Top of GIVEN MATERIAL

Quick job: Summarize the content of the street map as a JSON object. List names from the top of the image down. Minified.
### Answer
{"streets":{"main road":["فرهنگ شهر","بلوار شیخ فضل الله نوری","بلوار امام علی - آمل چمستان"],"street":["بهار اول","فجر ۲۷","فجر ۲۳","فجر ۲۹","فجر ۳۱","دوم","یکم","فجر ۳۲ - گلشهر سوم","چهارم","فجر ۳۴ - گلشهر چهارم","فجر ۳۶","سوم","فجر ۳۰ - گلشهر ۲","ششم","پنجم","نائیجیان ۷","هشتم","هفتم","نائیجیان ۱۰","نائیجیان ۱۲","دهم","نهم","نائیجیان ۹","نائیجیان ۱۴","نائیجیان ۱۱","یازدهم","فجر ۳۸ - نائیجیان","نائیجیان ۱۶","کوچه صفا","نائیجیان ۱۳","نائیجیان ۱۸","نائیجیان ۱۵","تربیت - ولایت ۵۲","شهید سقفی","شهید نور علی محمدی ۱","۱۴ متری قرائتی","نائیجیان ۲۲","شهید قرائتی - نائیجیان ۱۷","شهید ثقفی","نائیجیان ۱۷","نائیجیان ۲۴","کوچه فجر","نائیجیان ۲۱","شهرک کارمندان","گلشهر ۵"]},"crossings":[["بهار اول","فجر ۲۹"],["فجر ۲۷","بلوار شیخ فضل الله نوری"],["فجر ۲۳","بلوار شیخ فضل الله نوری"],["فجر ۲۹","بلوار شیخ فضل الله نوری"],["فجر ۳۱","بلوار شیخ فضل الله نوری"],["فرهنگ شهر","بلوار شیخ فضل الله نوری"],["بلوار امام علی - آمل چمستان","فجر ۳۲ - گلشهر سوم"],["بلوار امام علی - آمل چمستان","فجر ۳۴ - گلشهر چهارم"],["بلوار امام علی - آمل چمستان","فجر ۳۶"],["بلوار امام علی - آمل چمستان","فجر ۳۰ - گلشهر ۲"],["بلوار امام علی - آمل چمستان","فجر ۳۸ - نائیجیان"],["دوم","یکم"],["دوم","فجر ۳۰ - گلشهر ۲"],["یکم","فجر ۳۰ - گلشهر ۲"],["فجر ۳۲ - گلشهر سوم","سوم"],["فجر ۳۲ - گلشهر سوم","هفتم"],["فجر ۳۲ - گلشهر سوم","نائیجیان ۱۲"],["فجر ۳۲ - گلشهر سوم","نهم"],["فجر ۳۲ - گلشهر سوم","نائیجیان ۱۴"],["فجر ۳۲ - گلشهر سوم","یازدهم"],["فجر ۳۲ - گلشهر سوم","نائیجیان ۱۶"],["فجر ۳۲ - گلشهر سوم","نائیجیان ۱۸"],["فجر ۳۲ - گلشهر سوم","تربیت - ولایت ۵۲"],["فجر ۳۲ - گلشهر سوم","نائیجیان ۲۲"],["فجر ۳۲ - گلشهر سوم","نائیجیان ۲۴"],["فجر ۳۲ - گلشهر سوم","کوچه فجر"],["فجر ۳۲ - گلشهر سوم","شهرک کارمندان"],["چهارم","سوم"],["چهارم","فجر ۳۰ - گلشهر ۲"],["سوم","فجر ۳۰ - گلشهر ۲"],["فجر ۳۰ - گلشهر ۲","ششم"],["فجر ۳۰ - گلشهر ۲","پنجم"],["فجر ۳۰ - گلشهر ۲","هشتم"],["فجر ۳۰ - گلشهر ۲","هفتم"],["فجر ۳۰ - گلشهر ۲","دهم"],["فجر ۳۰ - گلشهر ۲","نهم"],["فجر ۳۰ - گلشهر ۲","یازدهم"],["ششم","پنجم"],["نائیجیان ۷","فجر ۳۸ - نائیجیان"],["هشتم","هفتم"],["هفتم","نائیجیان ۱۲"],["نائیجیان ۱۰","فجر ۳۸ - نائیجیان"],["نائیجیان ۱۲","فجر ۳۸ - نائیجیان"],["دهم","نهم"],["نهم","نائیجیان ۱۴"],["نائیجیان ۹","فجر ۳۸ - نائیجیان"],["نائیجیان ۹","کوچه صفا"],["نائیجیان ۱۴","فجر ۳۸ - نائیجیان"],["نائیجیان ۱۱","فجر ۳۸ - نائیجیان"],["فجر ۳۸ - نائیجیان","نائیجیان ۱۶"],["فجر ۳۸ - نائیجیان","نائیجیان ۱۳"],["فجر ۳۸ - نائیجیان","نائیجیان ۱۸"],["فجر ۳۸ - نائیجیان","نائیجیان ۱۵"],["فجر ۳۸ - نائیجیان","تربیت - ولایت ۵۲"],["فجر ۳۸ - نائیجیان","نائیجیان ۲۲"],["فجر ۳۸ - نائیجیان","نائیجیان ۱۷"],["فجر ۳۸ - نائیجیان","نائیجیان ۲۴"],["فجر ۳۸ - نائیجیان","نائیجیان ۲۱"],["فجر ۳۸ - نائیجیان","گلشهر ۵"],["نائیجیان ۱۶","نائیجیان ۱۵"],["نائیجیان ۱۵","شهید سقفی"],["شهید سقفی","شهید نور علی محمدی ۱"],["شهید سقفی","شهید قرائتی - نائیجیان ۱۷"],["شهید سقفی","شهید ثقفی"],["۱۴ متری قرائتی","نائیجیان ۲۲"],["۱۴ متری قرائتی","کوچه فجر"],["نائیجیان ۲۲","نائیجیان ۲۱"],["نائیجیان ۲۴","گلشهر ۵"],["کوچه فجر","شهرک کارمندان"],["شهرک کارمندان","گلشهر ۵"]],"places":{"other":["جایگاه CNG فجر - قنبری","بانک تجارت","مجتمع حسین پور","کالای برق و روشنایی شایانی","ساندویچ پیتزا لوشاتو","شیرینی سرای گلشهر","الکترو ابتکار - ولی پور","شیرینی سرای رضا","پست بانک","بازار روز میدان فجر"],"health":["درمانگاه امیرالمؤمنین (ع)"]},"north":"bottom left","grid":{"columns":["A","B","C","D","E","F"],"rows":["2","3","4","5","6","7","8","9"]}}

Bottom of GIVEN MATERIAL

- _WORK INSTRUCTION_: Return all the data above once more, precisely as given.

- _THE ANSWER_:
Quick job: Summarize the content of the street map as a JSON object. List names from the top of the image down. Minified.
### Answer
{"streets":{"main road":["فرهنگ شهر","بلوار شیخ فضل الله نوری","بلوار امام علی - آمل چمستان"],"street":["بهار اول","فجر ۲۷","فجر ۲۳","فجر ۲۹","فجر ۳۱","دوم","یکم","فجر ۳۲ - گلشهر سوم","چهارم","فجر ۳۴ - گلشهر چهارم","فجر ۳۶","سوم","فجر ۳۰ - گلشهر ۲","ششم","پنجم","نائیجیان ۷","هشتم","هفتم","نائیجیان ۱۰","نائیجیان ۱۲","دهم","نهم","نائیجیان ۹","نائیجیان ۱۴","نائیجیان ۱۱","یازدهم","فجر ۳۸ - نائیجیان","نائیجیان ۱۶","کوچه صفا","نائیجیان ۱۳","نائیجیان ۱۸","نائیجیان ۱۵","تربیت - ولایت ۵۲","شهید سقفی","شهید نور علی محمدی ۱","۱۴ متری قرائتی","نائیجیان ۲۲","شهید قرائتی - نائیجیان ۱۷","شهید ثقفی","نائیجیان ۱۷","نائیجیان ۲۴","کوچه فجر","نائیجیان ۲۱","شهرک کارمندان","گلشهر ۵"]},"crossings":[["بهار اول","فجر ۲۹"],["فجر ۲۷","بلوار شیخ فضل الله نوری"],["فجر ۲۳","بلوار شیخ فضل الله نوری"],["فجر ۲۹","بلوار شیخ فضل الله نوری"],["فجر ۳۱","بلوار شیخ فضل الله نوری"],["فرهنگ شهر","بلوار شیخ فضل الله نوری"],["بلوار امام علی - آمل چمستان","فجر ۳۲ - گلشهر سوم"],["بلوار امام علی - آمل چمستان","فجر ۳۴ - گلشهر چهارم"],["بلوار امام علی - آمل چمستان","فجر ۳۶"],["بلوار امام علی - آمل چمستان","فجر ۳۰ - گلشهر ۲"],["بلوار امام علی - آمل چمستان","فجر ۳۸ - نائیجیان"],["دوم","یکم"],["دوم","فجر ۳۰ - گلشهر ۲"],["یکم","فجر ۳۰ - گلشهر ۲"],["فجر ۳۲ - گلشهر سوم","سوم"],["فجر ۳۲ - گلشهر سوم","هفتم"],["فجر ۳۲ - گلشهر سوم","نائیجیان ۱۲"],["فجر ۳۲ - گلشهر سوم","نهم"],["فجر ۳۲ - گلشهر سوم","نائیجیان ۱۴"],["فجر ۳۲ - گلشهر سوم","یازدهم"],["فجر ۳۲ - گلشهر سوم","نائیجیان ۱۶"],["فجر ۳۲ - گلشهر سوم","نائیجیان ۱۸"],["فجر ۳۲ - گلشهر سوم","تربیت - ولایت ۵۲"],["فجر ۳۲ - گلشهر سوم","نائیجیان ۲۲"],["فجر ۳۲ - گلشهر سوم","نائیجیان ۲۴"],["فجر ۳۲ - گلشهر سوم","کوچه فجر"],["فجر ۳۲ - گلشهر سوم","شهرک کارمندان"],["چهارم","سوم"],["چهارم","فجر ۳۰ - گلشهر ۲"],["سوم","فجر ۳۰ - گلشهر ۲"],["فجر ۳۰ - گلشهر ۲","ششم"],["فجر ۳۰ - گلشهر ۲","پنجم"],["فجر ۳۰ - گلشهر ۲","هشتم"],["فجر ۳۰ - گلشهر ۲","هفتم"],["فجر ۳۰ - گلشهر ۲","دهم"],["فجر ۳۰ - گلشهر ۲","نهم"],["فجر ۳۰ - گلشهر ۲","یازدهم"],["ششم","پنجم"],["نائیجیان ۷","فجر ۳۸ - نائیجیان"],["هشتم","هفتم"],["هفتم","نائیجیان ۱۲"],["نائیجیان ۱۰","فجر ۳۸ - نائیجیان"],["نائیجیان ۱۲","فجر ۳۸ - نائیجیان"],["دهم","نهم"],["نهم","نائیجیان ۱۴"],["نائیجیان ۹","فجر ۳۸ - نائیجیان"],["نائیجیان ۹","کوچه صفا"],["نائیجیان ۱۴","فجر ۳۸ - نائیجیان"],["نائیجیان ۱۱","فجر ۳۸ - نائیجیان"],["فجر ۳۸ - نائیجیان","نائیجیان ۱۶"],["فجر ۳۸ - نائیجیان","نائیجیان ۱۳"],["فجر ۳۸ - نائیجیان","نائیجیان ۱۸"],["فجر ۳۸ - نائیجیان","نائیجیان ۱۵"],["فجر ۳۸ - نائیجیان","تربیت - ولایت ۵۲"],["فجر ۳۸ - نائیجیان","نائیجیان ۲۲"],["فجر ۳۸ - نائیجیان","نائیجیان ۱۷"],["فجر ۳۸ - نائیجیان","نائیجیان ۲۴"],["فجر ۳۸ - نائیجیان","نائیجیان ۲۱"],["فجر ۳۸ - نائیجیان","گلشهر ۵"],["نائیجیان ۱۶","نائیجیان ۱۵"],["نائیجیان ۱۵","شهید سقفی"],["شهید سقفی","شهید نور علی محمدی ۱"],["شهید سقفی","شهید قرائتی - نائیجیان ۱۷"],["شهید سقفی","شهید ثقفی"],["۱۴ متری قرائتی","نائیجیان ۲۲"],["۱۴ متری قرائتی","کوچه فجر"],["نائیجیان ۲۲","نائیجیان ۲۱"],["نائیجیان ۲۴","گلشهر ۵"],["کوچه فجر","شهرک کارمندان"],["شهرک کارمندان","گلشهر ۵"]],"places":{"other":["جایگاه CNG فجر - قنبری","بانک تجارت","مجتمع حسین پور","کالای برق و روشنایی شایانی","ساندویچ پیتزا لوشاتو","شیرینی سرای گلشهر","الکترو ابتکار - ولی پور","شیرینی سرای رضا","پست بانک","بازار روز میدان فجر"],"health":["درمانگاه امیرالمؤمنین (ع)"]},"north":"bottom left","grid":{"columns":["A","B","C","D","E","F"],"rows":["2","3","4","5","6","7","8","9"]}}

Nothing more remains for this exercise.